Prompt:
Start at the top and transcribe every record through the final line exactly.

Entries supplied:
------------------------

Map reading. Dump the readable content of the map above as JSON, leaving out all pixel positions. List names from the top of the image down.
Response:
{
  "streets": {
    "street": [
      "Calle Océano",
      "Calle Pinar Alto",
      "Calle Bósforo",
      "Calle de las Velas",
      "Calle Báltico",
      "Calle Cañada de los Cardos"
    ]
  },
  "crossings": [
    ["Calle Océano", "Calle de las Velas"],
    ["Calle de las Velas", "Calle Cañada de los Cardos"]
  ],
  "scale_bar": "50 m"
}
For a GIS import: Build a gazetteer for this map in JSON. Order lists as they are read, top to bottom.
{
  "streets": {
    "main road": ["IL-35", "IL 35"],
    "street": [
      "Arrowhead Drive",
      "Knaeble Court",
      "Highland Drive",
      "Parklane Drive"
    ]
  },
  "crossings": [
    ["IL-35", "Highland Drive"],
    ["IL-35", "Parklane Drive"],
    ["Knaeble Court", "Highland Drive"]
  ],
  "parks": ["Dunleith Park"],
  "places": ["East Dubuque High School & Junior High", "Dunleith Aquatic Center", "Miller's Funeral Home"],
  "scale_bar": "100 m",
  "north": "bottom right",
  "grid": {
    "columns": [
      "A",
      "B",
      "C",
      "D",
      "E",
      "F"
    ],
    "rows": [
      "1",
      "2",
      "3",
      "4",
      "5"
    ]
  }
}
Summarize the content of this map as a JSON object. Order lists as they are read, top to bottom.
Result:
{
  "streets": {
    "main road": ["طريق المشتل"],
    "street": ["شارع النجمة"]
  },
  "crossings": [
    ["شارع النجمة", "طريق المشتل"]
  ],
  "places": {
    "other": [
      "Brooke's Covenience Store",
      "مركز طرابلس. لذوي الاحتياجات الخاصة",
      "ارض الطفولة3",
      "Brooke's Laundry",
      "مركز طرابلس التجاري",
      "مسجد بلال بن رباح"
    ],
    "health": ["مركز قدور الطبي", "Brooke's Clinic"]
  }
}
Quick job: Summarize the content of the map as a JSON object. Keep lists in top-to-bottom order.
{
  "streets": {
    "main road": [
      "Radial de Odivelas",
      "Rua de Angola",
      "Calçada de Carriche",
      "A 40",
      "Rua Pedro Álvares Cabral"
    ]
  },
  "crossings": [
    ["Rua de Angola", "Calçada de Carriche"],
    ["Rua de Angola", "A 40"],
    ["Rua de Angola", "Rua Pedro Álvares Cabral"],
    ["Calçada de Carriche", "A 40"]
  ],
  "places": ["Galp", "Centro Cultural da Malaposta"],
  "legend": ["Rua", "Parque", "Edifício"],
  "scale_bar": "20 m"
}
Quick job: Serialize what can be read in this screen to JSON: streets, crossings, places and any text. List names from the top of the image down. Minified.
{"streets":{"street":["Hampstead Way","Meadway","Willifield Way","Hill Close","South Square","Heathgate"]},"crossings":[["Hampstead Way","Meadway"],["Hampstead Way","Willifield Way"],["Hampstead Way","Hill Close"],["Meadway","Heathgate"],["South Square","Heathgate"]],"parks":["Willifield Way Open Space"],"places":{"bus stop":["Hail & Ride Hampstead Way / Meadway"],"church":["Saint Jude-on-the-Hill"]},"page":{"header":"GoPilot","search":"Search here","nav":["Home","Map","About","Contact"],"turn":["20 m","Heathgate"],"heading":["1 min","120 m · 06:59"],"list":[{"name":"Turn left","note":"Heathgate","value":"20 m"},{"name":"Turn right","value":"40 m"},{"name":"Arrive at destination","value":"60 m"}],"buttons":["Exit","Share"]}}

------------------------

Solution for this problem:
Map reading. Dump the readable content of the map above as JSON, leaving out all pixel positions. List names from the top of the image down.
Response:
{
  "streets": {
    "street": [
      "Calle Océano",
      "Calle Pinar Alto",
      "Calle Bósforo",
      "Calle de las Velas",
      "Calle Báltico",
      "Calle Cañada de los Cardos"
    ]
  },
  "crossings": [
    ["Calle Océano", "Calle de las Velas"],
    ["Calle de las Velas", "Calle Cañada de los Cardos"]
  ],
  "scale_bar": "50 m"
}
For a GIS import: Build a gazetteer for this map in JSON. Order lists as they are read, top to bottom.
{
  "streets": {
    "main road": ["IL-35", "IL 35"],
    "street": [
      "Arrowhead Drive",
      "Knaeble Court",
      "Highland Drive",
      "Parklane Drive"
    ]
  },
  "crossings": [
    ["IL-35", "Highland Drive"],
    ["IL-35", "Parklane Drive"],
    ["Knaeble Court", "Highland Drive"]
  ],
  "parks": ["Dunleith Park"],
  "places": ["East Dubuque High School & Junior High", "Dunleith Aquatic Center", "Miller's Funeral Home"],
  "scale_bar": "100 m",
  "north": "bottom right",
  "grid": {
    "columns": [
      "A",
      "B",
      "C",
      "D",
      "E",
      "F"
    ],
    "rows": [
      "1",
      "2",
      "3",
      "4",
      "5"
    ]
  }
}
Summarize the content of this map as a JSON object. Order lists as they are read, top to bottom.
Result:
{
  "streets": {
    "main road": ["طريق المشتل"],
    "street": ["شارع النجمة"]
  },
  "crossings": [
    ["شارع النجمة", "طريق المشتل"]
  ],
  "places": {
    "other": [
      "Brooke's Covenience Store",
      "مركز طرابلس. لذوي الاحتياجات الخاصة",
      "ارض الطفولة3",
      "Brooke's Laundry",
      "مركز طرابلس التجاري",
      "مسجد بلال بن رباح"
    ],
    "health": ["مركز قدور الطبي", "Brooke's Clinic"]
  }
}
Quick job: Summarize the content of the map as a JSON object. Keep lists in top-to-bottom order.
{
  "streets": {
    "main road": [
      "Radial de Odivelas",
      "Rua de Angola",
      "Calçada de Carriche",
      "A 40",
      "Rua Pedro Álvares Cabral"
    ]
  },
  "crossings": [
    ["Rua de Angola", "Calçada de Carriche"],
    ["Rua de Angola", "A 40"],
    ["Rua de Angola", "Rua Pedro Álvares Cabral"],
    ["Calçada de Carriche", "A 40"]
  ],
  "places": ["Galp", "Centro Cultural da Malaposta"],
  "legend": ["Rua", "Parque", "Edifício"],
  "scale_bar": "20 m"
}
Quick job: Serialize what can be read in this screen to JSON: streets, crossings, places and any text. List names from the top of the image down. Minified.
{"streets":{"street":["Hampstead Way","Meadway","Willifield Way","Hill Close","South Square","Heathgate"]},"crossings":[["Hampstead Way","Meadway"],["Hampstead Way","Willifield Way"],["Hampstead Way","Hill Close"],["Meadway","Heathgate"],["South Square","Heathgate"]],"parks":["Willifield Way Open Space"],"places":{"bus stop":["Hail & Ride Hampstead Way / Meadway"],"church":["Saint Jude-on-the-Hill"]},"page":{"header":"GoPilot","search":"Search here","nav":["Home","Map","About","Contact"],"turn":["20 m","Heathgate"],"heading":["1 min","120 m · 06:59"],"list":[{"name":"Turn left","note":"Heathgate","value":"20 m"},{"name":"Turn right","value":"40 m"},{"name":"Arrive at destination","value":"60 m"}],"buttons":["Exit","Share"]}}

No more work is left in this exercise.